Skip to main content.
home | support | download

Back to List Archive

Re: request delay problem with spider.pl

From: Aliasgar Dahodwala <g_adahodwala(at)not-real.umassd.edu>
Date: Tue Jul 05 2005 - 19:20:25 GMT
My MaxKeepAliveRequests is set to the default of 100 in apache.

I agree with you, from what i figured from the spider.pl code the spider 
should put in a delay of delay_sec between two connection requests. I 
logged the debug messages and saw the "sleeping 5 seconds" message after 
approximately every 100 requests. which is fine.

what i failed to find out is, why does the spider sleep, something 
around 5000 x delay_sec after fetching somewhere around 5824 files.
(the exact count value is 5824).  In the debug file i have that many 
"sleeping 5 seconds" messages, before the spider starts fetching again.

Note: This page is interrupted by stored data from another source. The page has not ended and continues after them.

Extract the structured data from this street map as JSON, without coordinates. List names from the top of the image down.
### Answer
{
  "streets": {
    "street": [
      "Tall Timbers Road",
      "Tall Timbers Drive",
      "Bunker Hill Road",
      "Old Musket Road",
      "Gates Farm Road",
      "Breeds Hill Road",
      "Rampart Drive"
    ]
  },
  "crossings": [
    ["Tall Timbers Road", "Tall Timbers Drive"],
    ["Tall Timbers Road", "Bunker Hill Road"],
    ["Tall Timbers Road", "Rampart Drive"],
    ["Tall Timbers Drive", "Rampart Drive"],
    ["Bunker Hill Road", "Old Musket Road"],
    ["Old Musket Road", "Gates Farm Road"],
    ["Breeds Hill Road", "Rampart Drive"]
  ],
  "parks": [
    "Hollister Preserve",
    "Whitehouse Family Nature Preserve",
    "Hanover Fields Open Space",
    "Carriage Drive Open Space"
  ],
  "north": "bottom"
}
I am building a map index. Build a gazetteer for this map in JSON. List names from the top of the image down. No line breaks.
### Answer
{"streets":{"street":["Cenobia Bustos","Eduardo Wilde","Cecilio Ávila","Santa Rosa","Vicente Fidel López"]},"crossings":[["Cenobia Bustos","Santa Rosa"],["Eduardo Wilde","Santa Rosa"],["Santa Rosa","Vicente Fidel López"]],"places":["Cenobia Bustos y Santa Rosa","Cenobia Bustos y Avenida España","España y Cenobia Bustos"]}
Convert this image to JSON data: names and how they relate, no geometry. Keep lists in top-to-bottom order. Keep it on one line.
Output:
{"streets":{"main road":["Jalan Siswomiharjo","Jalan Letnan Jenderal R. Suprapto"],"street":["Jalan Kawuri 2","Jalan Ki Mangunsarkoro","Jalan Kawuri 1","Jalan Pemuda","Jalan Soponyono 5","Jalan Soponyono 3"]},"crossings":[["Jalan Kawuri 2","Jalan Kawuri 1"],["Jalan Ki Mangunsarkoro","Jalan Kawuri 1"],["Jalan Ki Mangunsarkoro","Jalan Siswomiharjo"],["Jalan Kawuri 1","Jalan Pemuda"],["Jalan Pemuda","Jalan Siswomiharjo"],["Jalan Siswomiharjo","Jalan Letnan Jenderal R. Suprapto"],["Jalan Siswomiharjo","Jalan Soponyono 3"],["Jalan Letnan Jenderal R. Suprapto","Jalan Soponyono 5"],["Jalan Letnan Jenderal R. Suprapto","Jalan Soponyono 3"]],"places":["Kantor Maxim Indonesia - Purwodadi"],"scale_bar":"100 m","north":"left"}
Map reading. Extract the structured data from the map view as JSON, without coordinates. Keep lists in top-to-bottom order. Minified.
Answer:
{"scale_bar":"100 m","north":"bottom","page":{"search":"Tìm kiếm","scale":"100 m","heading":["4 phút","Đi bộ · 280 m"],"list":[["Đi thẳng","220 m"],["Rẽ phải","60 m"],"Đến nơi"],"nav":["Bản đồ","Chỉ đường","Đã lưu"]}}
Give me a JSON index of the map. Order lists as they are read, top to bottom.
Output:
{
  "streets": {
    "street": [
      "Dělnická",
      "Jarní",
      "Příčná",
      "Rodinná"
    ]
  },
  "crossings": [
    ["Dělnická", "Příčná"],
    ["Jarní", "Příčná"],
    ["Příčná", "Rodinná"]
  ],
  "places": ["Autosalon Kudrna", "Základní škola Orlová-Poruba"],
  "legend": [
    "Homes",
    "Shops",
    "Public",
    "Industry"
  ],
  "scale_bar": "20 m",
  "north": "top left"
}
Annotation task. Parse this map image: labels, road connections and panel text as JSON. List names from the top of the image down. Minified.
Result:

so i am thinking there is a bug in there somehwhere.

Regards
Aliasgar.

Bill Moseley wrote:

>On Tue, Jul 05, 2005 at 09:13:08AM -0700, Aliasgar Dahodwala wrote:
>  
>
>>I am running swish-e 2.4.3 on a redhat linux box. I am using the 
>>included spider.pl script to spider my website.
>>
>>My problem: When i enable the keep_alive directive of the spider program 
>>and set the delay_sec to 5, the spider fetches the pages at blazing 
>>speed ignoring the delay_sec directive, and after going through around 
>>5000 pages it then catches up on all the delay, it stops fetching any 
>>more pages and just keeps sleeping for 5 seconds each. After a long wait 
>>it continues from where it left off.
>>    
>>
>
>Sounds like a bug.  By design it ignores the delay_sec setting in a
>keep alive connection.  The point of the keep alive is to allow faster
>requests -- avoiding the time required to start up the new connection.
>
>From the docs:
>
># delay_sec
>
>    This optional key sets the delay in seconds to wait between
>    requests.  See the LWP::RobotUA man page for more information. The
>    default is 5 seconds. Set to zero for no delay.
>
>    When using the keep_alive feature (recommended) the delay will be
>    used only where the previous request returned a "Connection:
>    closed" header.
>
>
>So after fetching 5000 docs (is that your MaxKeepAliveRequests set to
>5000?) you are saying that the spider delays delay_sec seconds x 5000
>before it fetches any more documents?
>
>Let's see, the wait time is set here:
>
>    my $wait = $server->{delay_sec} - ( time - $server->{last_response_time} );
>    return unless $wait > 0;
>    sleep( $wait );
>
>That last_response_time is the time the last request was completed,
>which should normally be almost the same as the current time, so you
>end up with delay_sec.  So I don't see how it could be delaying more
>than delay_sec.
>
>Is that what you mean?
>
>  
>




*********************************************************************
Due to deletion of content types excluded from this list by policy,
this multipart message was reduced to a single part, and from there
to a plain text message.
*********************************************************************
Received on Tue Jul 5 12:20:30 2005